Cornell University announced a settlement with the Trump administration on Friday, becoming the fifth university under investigation by the US government to do so.
The agreement will see more than $250m in federal research funding restored. In exchange, the university will share admissions data with the government, pay $30m and invest $30m more in research programs benefiting farmers – a reflection of the university’s longstanding record of agricultural research. The university also agreed to continued to “evaluate the campus climate”, particularly for Jewish students and affirmed the Trump administration’s interpretation of civil rights laws, which views diversity initiatives as unlawful race-based discrimination.
The administration’s deal with Cornell – a private, Ivy League university in upstate New York – follows earlier ones with Columbia, Brown, the University of Pennsylvania, and the University of Virginia. Those agreements – in particular Columbia’s – drew widespread accusations of government overreach and criticism of university’s “capitulation” to Trump’s bullying tactics in the service of his campaign to overhaul higher education in his ideological image.
It comes as several universities have turned down an offer by the administration to join a “compact” that would grant them preferential access to federal funding in exchange for a series of concessions aligning university policy with the administration’s anti-diversity priorities. On Friday, hundreds of students and faculty across the country protested to call on university’s leaders to reject Trump’s compact and take a more forceful stance against the administration’s unprecedented assault on universities’ independence.
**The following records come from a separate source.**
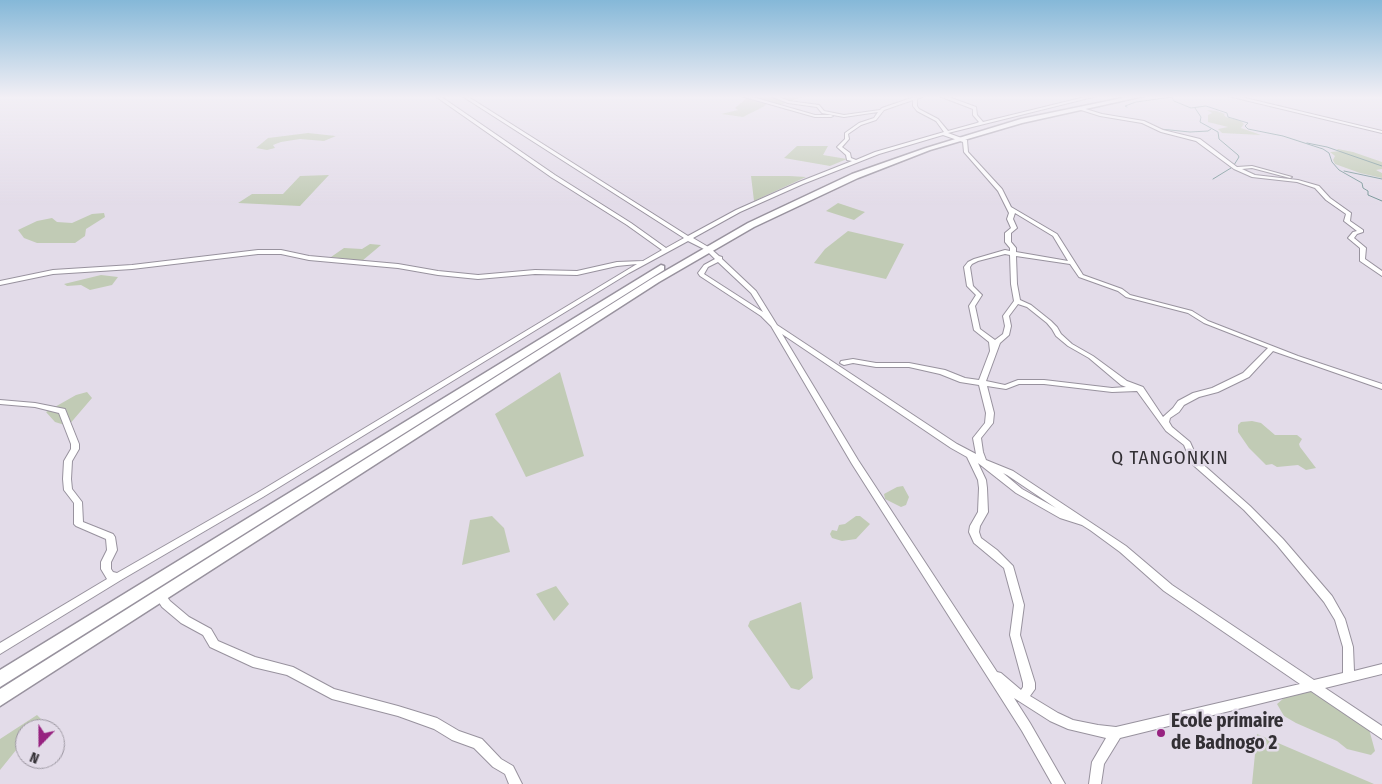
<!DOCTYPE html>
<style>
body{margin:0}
#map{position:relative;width:1382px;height:784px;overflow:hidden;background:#e3dce9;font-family:"Fira Sans Condensed",sans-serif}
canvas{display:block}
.north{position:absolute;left:15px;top:719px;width:50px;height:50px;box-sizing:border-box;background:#e3dce9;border:1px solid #9c97a1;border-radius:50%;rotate:202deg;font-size:14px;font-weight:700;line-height:20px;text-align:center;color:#322f34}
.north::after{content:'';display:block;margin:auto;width:18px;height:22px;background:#972280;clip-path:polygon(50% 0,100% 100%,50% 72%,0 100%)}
</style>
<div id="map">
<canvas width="1382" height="784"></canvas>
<div class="north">N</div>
</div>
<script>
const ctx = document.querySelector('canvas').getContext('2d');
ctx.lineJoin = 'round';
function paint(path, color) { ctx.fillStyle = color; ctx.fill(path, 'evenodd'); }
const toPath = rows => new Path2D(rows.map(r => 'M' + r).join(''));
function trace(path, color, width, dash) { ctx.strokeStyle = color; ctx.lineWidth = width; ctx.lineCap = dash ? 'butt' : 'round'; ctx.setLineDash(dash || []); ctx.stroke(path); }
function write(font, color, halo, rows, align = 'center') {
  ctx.font = font + ' "Fira Sans Condensed",sans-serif'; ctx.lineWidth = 5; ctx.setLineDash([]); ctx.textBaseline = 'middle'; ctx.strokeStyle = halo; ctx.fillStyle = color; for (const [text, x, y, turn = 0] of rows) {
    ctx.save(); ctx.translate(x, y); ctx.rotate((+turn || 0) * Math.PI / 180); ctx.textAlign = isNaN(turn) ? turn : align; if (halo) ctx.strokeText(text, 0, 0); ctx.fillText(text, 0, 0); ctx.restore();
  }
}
paint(toPath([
 [749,96,801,96,802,97,780,105,766,102,768,103,763,107,743,117,721,114,738,110,735,108],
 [1207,110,1217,111,1225,114,1224,115,1226,117,1241,121,1244,124,1241,128,1261,135,1222,133,1218,129,1228,127,1208,122,1208,115,1212,113],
 [308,133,336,136,324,141,300,139,281,142,273,145,275,148,267,150,256,148,268,138],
 [797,146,828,146,823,155,847,159,830,166,784,158],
 [1338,149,1353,152,1382,162,1382,169,1376,170,1382,173,1382,178,1360,173,1335,164,1333,160,1335,156,1330,152,1341,151,1337,150],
 [329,175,300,206,238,203,252,194,283,194,300,176],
 [751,176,790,176,806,177,754,201],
 [838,203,865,212,854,220,826,211],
 [104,213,105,217,86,229,85,236,75,243,37,243,24,238,18,230,37,221,52,218,57,222,72,223,92,214],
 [848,231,904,244,886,279,814,263,825,249],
 [370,244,381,245,362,261,331,257,344,248,362,249],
 [101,275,118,277,112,285,90,290,81,285,67,286,64,284],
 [560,372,584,456,526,477,495,414],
 [87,392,92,398,68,426,55,422,46,412,76,395],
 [1252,421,1261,423,1275,435,1297,435,1302,439,1299,444,1300,447,1316,468,1306,470,1298,465,1277,467,1272,464,1266,465,1249,448,1238,432,1238,425,1241,422],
 [903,486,909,497,906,505,901,507,885,499,884,494,897,487],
 [492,516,504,528,510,552,462,565,470,520],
 [856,516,860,516,870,524,856,539,842,541,832,538,830,534,832,530,837,531,839,525,845,524],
 [556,586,569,604,554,621,536,594],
 [801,602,813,678,799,690,791,688,748,626,750,621],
 [1302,691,1314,692,1369,729,1375,751,1371,755,1347,749,1337,741,1296,723,1284,716,1277,704,1284,698],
 [37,715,41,719,33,729,25,729,25,739,0,770,0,739],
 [1257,734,1374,784,1252,784]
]), '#c1cbb5');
trace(toPath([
 [1171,96,1174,101,1191,108,1206,106,1227,113,1228,117,1248,123,1245,126,1248,129,1283,136,1323,149,1329,153,1332,162,1339,170,1362,183,1363,188,1368,191,1368,195,1382,201],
 [1127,107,1125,106,1136,102,1172,97],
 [1195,108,1201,117,1200,122,1218,132,1219,139,1238,155,1239,157,1234,165],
 [1160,129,1190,132,1208,131,1211,129],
 [1307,143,1327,147,1382,166],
 [1344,171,1382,179],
 [1213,179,1231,168]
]), '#749395', 1);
const minor = toPath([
 [435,96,440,96,555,175,631,223,666,248,684,238,462,96,467,96,688,236,736,210,799,182,852,161,847,160,846,155,837,147,845,139,845,133,859,123,874,118,878,112,844,117,822,113,817,107,788,103,770,96,777,96,789,101,819,105,824,111,844,115,880,110,882,108,917,96,924,96,917,99,917,106,919,109,938,119,948,131,977,123,979,122,973,115,973,109,939,96,946,96,976,107,977,115,983,122,1089,96,1097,96,948,133,967,140,968,152,1002,189,1011,207,1057,234,1083,275,1122,289,1130,295,1192,311,1208,321,1298,356,1382,384,1382,389,1273,351,1249,377,1218,392,1199,397,1184,405,1179,412,1170,418,1169,422,1172,427,1190,442,1198,460,1250,506,1283,539,1332,596,1345,619,1353,647,1354,671,1382,664,1382,674,1325,688,1382,726,1382,739,1311,691,1120,738,1104,764,1101,784,1089,784,1092,762,1106,738,1068,729,1050,721,1014,698,1030,723,1065,784,1052,784,1022,731,852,464,771,326,761,316,700,276,698,273,704,265,715,259,706,250,688,241,629,273,263,497,121,580,0,654,0,643,107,579,101,569,101,562,107,550,106,539,76,526,74,524,74,503,64,490,63,479,64,461,71,449,71,444,59,413,35,407,0,404,0,400,35,403,65,409,79,444,79,449,72,461,71,479,72,489,82,502,83,522,113,534,115,537,117,550,111,562,111,569,113,572,117,573,257,493,637,264,617,266,577,275,535,274,478,279,438,275,398,268,309,260,281,254,258,254,132,269,53,274,0,285,0,281,53,270,132,265,258,250,281,250,309,256,398,264,438,271,478,275,535,270,577,271,617,262,643,261,662,250,627,225,551,177,435,96],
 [913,100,913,106,917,111,936,121,944,132,875,152,856,160,851,158,850,153,842,147,849,139,848,134,861,125,876,120,884,110,913,100],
 [943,135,963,142,964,152,998,191,1009,213,1007,219,1011,228,1005,233,1005,242,1010,248,1010,251,1005,250,974,259,968,262,964,267,967,286,976,295,969,306,974,330,989,342,990,351,979,380,965,378,945,370,909,363,876,363,853,359,841,361,840,363,844,365,853,363,876,367,909,367,940,374,960,382,979,385,986,413,985,423,973,438,976,454,957,444,777,325,756,291,722,259,722,257,719,256,710,248,693,238,740,212,803,184,879,154,943,135],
 [1015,213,1053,236,1068,261,1016,252,1016,248,1011,242,1011,233,1017,228,1013,219,1015,213],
 [1005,254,1010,255,1011,284,1014,301,1003,316,1005,326,1003,334,995,340,980,329,975,306,982,295,973,286,970,267,972,264,978,261,1005,254],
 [1016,256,1070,264,1079,277,1118,291,1126,297,1188,313,1204,323,1268,348,1243,373,1212,388,1193,393,1178,401,1173,408,1163,417,1143,387,1127,381,1093,356,1072,344,1061,334,1057,327,1051,321,1031,305,1020,300,1017,284,1016,256],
 [718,262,751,293,763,312,704,274,708,267,718,262],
 [1018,304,1027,307,1047,323,1052,329,1056,336,1068,346,1089,358,1121,385,1126,387,1112,388,1044,380,1018,380,1005,385,986,381,1000,343,1009,335,1011,326,1009,316,1018,304],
 [782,334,951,448,967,457,978,480,979,488,978,512,970,526,969,532,974,543,1004,568,1014,605,1010,635,1023,683,1023,687,1021,690,1001,673,997,672,858,460,782,334],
 [1019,384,1044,384,1112,392,1137,391,1166,431,1184,445,1192,464,1244,510,1277,545,1324,602,1335,620,1343,647,1343,673,1314,680,1172,585,1126,546,1096,526,1013,471,986,460,983,452,981,438,993,423,994,413,987,386,1006,389,1019,384],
 [978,463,1016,493,1060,518,1082,525,1090,530,1120,552,1164,591,1300,684,1116,727,1098,725,1073,720,1058,713,1030,696,1035,689,1035,683,1020,635,1024,605,1013,566,997,550,981,538,979,532,980,526,988,512,987,488,986,480,978,463],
 [1003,473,1007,475,1056,508,1022,489,1003,473],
 [741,96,749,96,815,115,831,115,833,116,831,117,815,117,741,96],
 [1228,96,1237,96,1382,131,1382,133,1228,96],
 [1079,107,1102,114,1144,121,1163,130,1200,139,1237,167,1252,166,1292,177,1290,178,1252,168,1242,169,1255,175,1298,180,1319,186,1330,198,1351,213,1350,221,1363,230,1363,232,1357,234,1354,238,1366,248,1365,259,1382,271,1382,276,1360,261,1360,248,1348,238,1353,232,1357,231,1344,221,1346,214,1326,200,1315,188,1297,182,1252,177,1234,169,1196,141,1161,132,1142,123,1100,116,1078,109,1079,107],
 [160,592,164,593,170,601,189,617,211,629,218,641,255,657,293,667,334,689,398,706,437,718,459,731,482,739,501,759,513,766,522,784,509,784,505,774,493,767,474,748,452,740,434,729,398,716,332,699,287,675,253,667,210,647,203,635,181,623,162,607,155,596,156,593,160,592]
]);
const highway = toPath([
 [1132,96,1144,96,1022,123,930,150,858,178,754,227,659,282,0,706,0,689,653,278,748,223,852,174,926,148,1021,119,1132,96],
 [661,265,664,266,664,270,0,687,0,670,661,265]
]);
trace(minor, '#98929e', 2);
trace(highway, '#98929e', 3);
paint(minor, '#fff');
paint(highway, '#fff');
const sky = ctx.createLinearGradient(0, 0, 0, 206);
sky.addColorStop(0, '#85b8d8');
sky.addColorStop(0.47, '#f2eff5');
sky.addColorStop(1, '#f2eff500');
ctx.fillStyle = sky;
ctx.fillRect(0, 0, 1382, 206);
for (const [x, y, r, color] of [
 [1161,733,5,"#972280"]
]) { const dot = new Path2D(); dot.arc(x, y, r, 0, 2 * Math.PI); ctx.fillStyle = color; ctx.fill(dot); trace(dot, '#e3dce9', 2); }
ctx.letterSpacing = '1px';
write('19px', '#322f34', '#e3dce9', [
 ["Q TANGONKIN",1170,459]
]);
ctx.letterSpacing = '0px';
write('bold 19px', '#322f34', '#e3dce9', [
 ["Ecole primaire",1171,722],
 ["de Badnogo 2",1171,744]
], 'left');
</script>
Cornell’s new president, Michael I Kotlikoff, defended the university’s decision and said that that the deal allows it to preserve its independence.
“The agreement explicitly recognizes Cornell’s right to independently establish our policies and procedures, choose whom to hire and admit, and determine what we teach, without intrusive government monitoring or approvals,” he wrote in a statement. “In short, it recognizes our rights, as a private university, to define the conditions on our campuses that advance learning and produce new knowledge.”
The Trump administration has seized on allegations of antisemitism on campus after mass student protests against Israel’s war in Gaza as a pretext to place dozens of universities under investigation, turning landmark anti-discrimination legislation into a tool to force universities into reforms that span well beyond tackling antisemitism.